To tackle low vegetable intake, alternative sources of nutrients can be important as consumption of fresh produce can be influenced by access, affordability and personal preferences:
“Fresh produce is best when people have access and are willing to consume them in this way. However, the availability of other food formats (containing desired levels of vegetables in palatable form) that are acceptable to consumers will help widen the choice of foods containing vegetables and may contribute in part to increased intake,” Mary Ann Augustin, Chief Research Scientist at CSIRO tells NutritionInsight.
CSIRO says that one Melbourne cafe is even experimenting by stirring it into their coffees, yet it can further be used to fortify other products, being suitable for use in bakery, dips, sauces, soup bases and noodle products, for example. The powder comes with the tag of superfood due to its composition of nutrients and has already been used to increase the vegetable content of extruded snack products.
“The CSIRO team and Hort Innovation are discussing potential commercial applications with produce growers and grower groups across Australia who are interested in getting the powder on the market,” says Lloyd. It is expected, however, that the “development of local value-chains are expected to include the export of ingredients and products,” Augustin further explains.
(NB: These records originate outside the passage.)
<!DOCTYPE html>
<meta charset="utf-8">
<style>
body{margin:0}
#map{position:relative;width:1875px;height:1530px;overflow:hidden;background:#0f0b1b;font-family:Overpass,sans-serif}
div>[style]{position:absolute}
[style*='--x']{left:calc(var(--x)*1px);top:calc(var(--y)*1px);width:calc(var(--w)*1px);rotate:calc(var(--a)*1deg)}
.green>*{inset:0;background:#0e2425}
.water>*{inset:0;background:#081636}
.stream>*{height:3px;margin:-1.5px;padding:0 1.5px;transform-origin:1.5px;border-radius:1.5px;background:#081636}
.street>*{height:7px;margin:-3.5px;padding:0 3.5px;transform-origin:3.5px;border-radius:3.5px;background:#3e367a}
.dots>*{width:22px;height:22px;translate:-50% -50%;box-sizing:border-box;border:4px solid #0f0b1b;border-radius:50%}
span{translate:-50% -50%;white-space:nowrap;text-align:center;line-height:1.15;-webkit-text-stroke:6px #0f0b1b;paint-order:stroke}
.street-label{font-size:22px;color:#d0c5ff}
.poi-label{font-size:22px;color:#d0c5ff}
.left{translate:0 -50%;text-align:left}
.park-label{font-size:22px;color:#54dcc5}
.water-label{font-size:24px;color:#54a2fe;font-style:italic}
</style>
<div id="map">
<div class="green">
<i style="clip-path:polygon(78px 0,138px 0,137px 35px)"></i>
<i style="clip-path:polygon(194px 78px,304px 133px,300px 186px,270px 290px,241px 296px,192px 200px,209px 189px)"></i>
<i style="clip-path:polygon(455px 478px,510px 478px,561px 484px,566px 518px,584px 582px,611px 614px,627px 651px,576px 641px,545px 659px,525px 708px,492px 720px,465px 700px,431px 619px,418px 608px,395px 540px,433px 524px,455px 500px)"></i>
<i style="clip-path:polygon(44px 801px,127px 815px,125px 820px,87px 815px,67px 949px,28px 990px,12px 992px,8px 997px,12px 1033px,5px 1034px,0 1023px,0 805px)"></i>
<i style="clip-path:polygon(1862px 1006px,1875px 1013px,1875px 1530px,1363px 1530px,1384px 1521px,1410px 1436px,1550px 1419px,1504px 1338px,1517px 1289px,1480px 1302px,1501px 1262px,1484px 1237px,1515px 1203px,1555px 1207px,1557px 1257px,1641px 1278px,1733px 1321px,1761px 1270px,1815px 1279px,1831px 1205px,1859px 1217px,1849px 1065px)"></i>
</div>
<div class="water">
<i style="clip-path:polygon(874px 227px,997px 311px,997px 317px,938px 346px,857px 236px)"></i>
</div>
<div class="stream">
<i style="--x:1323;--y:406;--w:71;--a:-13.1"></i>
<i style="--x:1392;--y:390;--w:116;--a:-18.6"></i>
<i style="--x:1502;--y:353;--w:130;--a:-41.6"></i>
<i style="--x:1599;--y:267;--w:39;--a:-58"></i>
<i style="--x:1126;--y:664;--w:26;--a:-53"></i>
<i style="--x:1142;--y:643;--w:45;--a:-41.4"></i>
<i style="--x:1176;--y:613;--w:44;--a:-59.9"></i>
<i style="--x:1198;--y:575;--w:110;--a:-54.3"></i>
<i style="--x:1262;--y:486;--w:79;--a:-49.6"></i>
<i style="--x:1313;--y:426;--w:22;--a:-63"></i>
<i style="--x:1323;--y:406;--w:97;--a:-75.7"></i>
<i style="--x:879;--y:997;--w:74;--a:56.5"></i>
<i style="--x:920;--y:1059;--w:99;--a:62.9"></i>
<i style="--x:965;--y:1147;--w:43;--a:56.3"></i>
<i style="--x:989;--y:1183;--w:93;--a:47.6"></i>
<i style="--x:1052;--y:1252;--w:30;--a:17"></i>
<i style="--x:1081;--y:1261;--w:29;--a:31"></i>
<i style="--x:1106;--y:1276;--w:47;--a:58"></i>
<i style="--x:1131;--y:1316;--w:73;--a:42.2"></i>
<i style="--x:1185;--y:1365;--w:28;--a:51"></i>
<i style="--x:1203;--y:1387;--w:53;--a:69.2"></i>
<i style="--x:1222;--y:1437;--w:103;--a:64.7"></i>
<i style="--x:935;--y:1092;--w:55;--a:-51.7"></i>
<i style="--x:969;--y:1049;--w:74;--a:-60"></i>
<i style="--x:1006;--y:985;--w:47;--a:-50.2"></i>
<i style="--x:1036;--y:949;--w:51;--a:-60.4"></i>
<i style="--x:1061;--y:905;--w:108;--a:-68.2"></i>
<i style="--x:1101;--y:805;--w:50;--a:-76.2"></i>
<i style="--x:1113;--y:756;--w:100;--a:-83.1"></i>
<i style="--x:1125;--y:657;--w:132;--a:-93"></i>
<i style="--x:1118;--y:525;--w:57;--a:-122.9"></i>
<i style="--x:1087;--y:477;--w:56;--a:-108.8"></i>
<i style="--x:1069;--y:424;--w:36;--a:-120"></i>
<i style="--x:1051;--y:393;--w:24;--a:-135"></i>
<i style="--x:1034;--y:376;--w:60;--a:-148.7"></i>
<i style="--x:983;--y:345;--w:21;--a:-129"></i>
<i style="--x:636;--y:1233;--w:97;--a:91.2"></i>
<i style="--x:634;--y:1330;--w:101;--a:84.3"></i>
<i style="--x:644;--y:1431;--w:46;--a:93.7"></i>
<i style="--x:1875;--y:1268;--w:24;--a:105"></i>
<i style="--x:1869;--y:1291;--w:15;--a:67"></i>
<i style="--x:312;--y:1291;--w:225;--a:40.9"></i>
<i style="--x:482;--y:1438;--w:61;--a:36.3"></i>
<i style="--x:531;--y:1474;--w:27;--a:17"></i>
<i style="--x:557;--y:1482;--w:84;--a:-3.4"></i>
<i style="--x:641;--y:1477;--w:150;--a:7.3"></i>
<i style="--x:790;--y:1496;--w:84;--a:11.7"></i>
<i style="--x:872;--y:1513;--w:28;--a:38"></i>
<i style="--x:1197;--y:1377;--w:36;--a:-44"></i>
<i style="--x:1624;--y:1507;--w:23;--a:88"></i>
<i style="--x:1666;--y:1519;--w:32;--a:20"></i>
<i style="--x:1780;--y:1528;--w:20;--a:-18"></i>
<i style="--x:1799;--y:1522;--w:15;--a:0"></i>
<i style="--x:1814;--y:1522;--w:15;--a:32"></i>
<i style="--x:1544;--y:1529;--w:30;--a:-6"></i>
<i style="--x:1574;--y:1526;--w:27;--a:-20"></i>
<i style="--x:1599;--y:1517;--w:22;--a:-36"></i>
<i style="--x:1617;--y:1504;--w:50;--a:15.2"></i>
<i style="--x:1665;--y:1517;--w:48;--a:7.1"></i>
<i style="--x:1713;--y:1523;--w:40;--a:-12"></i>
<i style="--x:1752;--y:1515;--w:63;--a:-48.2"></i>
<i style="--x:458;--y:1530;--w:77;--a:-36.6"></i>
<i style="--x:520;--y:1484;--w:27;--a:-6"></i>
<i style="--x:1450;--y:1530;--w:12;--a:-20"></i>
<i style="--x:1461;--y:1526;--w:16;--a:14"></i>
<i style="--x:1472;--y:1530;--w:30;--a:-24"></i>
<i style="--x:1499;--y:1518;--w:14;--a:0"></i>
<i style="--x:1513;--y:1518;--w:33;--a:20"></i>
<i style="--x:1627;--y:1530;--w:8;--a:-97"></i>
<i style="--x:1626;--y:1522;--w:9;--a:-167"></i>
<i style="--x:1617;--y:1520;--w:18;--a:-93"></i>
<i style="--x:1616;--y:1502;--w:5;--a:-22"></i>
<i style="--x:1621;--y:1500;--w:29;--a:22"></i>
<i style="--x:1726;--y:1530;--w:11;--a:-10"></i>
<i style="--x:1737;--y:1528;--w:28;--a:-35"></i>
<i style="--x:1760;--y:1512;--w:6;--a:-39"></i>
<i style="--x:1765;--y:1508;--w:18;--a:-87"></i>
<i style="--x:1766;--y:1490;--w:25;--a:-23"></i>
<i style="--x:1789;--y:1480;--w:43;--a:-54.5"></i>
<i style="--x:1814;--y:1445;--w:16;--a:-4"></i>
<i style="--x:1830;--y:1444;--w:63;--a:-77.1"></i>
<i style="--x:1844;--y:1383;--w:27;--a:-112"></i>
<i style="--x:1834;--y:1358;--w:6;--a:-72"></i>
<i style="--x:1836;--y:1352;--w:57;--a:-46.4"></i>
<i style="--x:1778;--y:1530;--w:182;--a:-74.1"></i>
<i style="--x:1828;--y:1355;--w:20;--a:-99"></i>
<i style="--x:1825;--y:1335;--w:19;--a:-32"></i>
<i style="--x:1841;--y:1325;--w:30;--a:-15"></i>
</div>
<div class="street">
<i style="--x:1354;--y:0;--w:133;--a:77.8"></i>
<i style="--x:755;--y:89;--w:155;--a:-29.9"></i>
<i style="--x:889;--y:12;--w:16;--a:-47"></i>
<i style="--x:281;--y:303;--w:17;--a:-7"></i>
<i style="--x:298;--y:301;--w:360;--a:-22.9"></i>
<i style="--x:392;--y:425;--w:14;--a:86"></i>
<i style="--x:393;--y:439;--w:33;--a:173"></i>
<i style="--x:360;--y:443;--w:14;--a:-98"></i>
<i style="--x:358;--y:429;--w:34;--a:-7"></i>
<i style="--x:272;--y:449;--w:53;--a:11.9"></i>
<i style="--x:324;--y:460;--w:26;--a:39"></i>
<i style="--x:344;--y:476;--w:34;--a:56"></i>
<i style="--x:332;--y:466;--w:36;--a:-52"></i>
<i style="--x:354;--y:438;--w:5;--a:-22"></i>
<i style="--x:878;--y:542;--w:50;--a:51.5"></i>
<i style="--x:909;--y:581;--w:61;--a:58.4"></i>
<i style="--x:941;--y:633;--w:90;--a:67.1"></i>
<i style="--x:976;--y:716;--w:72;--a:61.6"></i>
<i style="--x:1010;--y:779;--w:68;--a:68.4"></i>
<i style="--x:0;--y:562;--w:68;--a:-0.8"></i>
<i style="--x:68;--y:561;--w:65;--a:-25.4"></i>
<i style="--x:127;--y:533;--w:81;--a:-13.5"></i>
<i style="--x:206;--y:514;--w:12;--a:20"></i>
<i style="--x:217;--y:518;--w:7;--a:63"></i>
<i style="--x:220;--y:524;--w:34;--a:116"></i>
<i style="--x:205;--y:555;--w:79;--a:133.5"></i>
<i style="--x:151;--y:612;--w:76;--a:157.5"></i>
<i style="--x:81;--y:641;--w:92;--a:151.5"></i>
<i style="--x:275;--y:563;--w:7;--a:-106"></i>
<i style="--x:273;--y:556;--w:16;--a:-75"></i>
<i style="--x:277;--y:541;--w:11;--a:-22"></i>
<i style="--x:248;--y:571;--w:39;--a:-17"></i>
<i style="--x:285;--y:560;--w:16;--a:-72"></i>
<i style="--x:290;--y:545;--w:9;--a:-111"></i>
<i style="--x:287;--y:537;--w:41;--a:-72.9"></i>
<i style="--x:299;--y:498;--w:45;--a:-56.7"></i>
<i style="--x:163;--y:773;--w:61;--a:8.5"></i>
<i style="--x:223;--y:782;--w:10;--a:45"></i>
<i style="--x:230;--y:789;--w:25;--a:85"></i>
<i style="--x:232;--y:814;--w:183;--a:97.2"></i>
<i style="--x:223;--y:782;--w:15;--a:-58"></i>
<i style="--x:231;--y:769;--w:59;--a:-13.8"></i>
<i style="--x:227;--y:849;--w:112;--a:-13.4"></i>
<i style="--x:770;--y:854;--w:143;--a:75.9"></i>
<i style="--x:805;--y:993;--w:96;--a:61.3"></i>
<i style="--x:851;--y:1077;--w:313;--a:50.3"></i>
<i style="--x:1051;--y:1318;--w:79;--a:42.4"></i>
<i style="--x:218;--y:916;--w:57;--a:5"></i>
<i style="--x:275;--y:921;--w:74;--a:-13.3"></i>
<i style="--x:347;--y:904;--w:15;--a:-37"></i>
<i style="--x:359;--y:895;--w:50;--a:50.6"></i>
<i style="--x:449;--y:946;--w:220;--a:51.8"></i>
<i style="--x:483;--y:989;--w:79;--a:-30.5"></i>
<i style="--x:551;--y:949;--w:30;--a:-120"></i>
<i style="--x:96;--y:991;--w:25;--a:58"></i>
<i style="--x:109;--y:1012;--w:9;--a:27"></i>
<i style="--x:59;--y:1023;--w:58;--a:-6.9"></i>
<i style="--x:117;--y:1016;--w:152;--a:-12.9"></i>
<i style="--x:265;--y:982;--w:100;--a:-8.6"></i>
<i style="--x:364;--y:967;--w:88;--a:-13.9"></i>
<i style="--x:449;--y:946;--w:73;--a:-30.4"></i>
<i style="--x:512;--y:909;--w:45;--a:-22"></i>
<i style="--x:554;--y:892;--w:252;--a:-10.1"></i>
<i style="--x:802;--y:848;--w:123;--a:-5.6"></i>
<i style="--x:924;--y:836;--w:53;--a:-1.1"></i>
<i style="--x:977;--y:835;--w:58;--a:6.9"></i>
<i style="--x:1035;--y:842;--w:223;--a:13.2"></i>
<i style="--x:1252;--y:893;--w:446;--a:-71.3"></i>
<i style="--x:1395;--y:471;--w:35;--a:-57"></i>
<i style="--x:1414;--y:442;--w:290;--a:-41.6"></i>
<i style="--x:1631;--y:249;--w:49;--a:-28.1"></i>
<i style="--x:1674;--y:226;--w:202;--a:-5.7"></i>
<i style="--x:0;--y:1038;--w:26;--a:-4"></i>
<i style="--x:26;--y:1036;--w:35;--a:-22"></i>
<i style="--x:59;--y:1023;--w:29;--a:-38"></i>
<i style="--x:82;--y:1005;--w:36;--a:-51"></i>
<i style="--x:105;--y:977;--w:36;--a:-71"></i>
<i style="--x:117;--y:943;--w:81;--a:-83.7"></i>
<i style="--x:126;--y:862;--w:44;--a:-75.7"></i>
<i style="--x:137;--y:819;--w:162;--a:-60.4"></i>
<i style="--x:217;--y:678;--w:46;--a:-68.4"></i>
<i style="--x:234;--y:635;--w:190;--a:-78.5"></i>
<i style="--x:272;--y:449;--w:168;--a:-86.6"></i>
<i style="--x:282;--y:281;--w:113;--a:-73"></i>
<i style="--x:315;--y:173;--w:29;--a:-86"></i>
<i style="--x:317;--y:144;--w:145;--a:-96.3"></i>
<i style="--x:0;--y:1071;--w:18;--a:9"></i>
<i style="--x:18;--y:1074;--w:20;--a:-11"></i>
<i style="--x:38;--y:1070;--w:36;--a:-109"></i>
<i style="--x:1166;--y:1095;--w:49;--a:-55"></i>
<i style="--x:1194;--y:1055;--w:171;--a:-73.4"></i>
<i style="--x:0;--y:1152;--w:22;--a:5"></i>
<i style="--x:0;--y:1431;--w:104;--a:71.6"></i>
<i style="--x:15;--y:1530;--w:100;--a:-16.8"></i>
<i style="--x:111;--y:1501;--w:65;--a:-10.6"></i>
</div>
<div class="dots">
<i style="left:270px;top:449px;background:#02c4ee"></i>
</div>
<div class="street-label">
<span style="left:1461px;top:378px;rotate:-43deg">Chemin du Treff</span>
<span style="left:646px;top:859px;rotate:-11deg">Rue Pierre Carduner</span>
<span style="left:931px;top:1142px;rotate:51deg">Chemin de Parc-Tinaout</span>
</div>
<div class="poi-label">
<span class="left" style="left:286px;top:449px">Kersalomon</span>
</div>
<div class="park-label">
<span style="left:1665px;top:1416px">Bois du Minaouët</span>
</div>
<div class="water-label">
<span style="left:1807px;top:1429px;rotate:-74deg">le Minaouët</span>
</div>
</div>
The technology used would also be appropriate for a further range of vegetables and fruit in the future, Augustin concludes.
CSIRO’s efforts in increasing the vegetable intake of Australia
Launched last year by CSIRO, and commissioned by Hort Innovation, was a mobile app that was hoped to motivate Australians in their vegetable intake habits. The innovative VegEze app used game-like features to encourage Australian adults to eat more veggies through a 21 day “Do 3 at Dinner” challenge.
CSIRO scientist Dr. Gilly Hendrie said the findings of the research that evaluated the success of the app in Australia showed that adopting the gamified approach, such as the VegEze app, was an effective way of helping improve Australia's poor vegetable score-card.
Overall, they found that the fun, game-like app was particularly successful in getting men and overweight or obese people to eat more vegetables.
CSIRO has previously dished out dietary advice in the form of their own diet – the flexi diet – based on research that found that fasting can be an effective way to lose weight and stay healthy.
“This was the largest study exploring the effects of an intermittent fasting style of diet on weight loss, health and nutrient status,” says CSIRO Research Dietitian Dr. Jane Bowen on the research that underpinned the diet. “In addition to improvement in weight loss and overall health, we also observed psychological improvements, with participants indicating better control over eating habits.”